- ASSIGNMENT: Show, from the records below, all lines that contain the word "structured".

□ □ □

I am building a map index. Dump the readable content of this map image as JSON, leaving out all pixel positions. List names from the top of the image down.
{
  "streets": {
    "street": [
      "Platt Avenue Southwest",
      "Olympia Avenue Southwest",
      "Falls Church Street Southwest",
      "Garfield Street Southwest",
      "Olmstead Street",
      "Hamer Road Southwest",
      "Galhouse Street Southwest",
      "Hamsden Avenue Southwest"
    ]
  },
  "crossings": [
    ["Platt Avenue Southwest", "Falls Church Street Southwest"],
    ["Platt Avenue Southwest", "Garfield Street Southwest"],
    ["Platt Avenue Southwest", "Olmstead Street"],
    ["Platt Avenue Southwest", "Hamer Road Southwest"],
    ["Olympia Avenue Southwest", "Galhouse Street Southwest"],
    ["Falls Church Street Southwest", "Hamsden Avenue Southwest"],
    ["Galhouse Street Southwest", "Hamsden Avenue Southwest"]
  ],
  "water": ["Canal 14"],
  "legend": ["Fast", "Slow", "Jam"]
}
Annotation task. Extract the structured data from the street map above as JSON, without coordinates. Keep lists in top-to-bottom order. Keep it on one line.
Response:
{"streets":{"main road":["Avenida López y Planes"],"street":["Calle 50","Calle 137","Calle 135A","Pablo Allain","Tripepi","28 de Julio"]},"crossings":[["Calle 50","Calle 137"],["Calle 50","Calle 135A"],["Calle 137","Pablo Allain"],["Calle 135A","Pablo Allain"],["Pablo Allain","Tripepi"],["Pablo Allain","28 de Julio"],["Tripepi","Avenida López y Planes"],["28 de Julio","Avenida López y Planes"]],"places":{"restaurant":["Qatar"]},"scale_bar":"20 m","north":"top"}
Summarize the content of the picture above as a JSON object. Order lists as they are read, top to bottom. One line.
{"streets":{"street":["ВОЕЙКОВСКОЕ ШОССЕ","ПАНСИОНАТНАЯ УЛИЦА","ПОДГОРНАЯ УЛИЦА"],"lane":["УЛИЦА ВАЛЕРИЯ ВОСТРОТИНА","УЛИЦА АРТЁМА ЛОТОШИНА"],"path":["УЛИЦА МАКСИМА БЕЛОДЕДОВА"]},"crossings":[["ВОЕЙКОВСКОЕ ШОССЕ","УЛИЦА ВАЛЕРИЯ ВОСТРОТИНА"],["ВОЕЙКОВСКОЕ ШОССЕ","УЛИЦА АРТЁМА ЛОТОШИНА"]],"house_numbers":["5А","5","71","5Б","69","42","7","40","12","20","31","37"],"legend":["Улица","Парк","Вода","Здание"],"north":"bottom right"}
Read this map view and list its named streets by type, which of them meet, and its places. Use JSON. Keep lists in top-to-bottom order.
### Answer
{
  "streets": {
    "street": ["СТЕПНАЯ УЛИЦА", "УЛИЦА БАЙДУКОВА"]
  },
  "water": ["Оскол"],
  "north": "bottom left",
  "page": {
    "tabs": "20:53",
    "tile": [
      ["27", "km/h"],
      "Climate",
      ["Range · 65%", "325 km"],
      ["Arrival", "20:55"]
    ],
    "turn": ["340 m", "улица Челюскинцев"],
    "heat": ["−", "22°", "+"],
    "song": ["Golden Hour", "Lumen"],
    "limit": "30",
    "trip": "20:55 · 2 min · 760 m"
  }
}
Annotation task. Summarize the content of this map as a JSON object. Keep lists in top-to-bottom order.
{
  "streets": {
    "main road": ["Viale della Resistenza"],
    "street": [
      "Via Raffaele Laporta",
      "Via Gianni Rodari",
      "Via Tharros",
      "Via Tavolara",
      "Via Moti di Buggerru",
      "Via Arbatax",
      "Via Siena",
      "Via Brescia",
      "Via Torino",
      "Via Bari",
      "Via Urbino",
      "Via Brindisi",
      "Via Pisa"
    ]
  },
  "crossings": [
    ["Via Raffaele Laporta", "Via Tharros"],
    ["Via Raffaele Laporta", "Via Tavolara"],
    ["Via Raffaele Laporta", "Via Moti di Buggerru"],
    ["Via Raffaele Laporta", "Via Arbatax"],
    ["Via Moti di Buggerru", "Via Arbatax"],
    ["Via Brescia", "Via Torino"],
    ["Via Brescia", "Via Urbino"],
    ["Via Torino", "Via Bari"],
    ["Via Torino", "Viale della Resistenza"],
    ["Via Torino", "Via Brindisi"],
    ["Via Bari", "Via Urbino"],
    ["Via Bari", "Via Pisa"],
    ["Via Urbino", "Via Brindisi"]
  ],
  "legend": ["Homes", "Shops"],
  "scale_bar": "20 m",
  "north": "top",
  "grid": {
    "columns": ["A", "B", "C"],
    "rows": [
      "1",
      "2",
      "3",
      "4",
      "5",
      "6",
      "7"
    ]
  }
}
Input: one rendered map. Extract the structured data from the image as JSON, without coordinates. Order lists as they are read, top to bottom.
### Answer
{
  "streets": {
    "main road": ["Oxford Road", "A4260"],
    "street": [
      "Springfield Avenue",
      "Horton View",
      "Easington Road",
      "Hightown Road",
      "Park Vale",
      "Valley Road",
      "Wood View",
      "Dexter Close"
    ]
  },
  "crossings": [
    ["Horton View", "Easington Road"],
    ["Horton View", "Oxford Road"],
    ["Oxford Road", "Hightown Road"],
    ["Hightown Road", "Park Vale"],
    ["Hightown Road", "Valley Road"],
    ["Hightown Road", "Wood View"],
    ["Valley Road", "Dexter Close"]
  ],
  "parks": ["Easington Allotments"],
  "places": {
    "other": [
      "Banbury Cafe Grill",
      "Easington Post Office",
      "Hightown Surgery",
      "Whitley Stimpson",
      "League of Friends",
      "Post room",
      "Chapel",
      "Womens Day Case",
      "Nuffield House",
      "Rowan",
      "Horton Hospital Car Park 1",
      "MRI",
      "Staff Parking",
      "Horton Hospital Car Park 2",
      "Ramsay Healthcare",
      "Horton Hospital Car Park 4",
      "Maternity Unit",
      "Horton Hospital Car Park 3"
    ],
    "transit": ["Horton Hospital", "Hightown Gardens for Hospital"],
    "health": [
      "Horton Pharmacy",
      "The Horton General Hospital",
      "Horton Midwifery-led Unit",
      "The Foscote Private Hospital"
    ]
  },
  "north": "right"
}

□ □ □

- RESULT OF THIS TASK:
Annotation task. Extract the structured data from the street map above as JSON, without coordinates. Keep lists in top-to-bottom order. Keep it on one line.
Input: one rendered map. Extract the structured data from the image as JSON, without coordinates. Order lists as they are read, top to bottom.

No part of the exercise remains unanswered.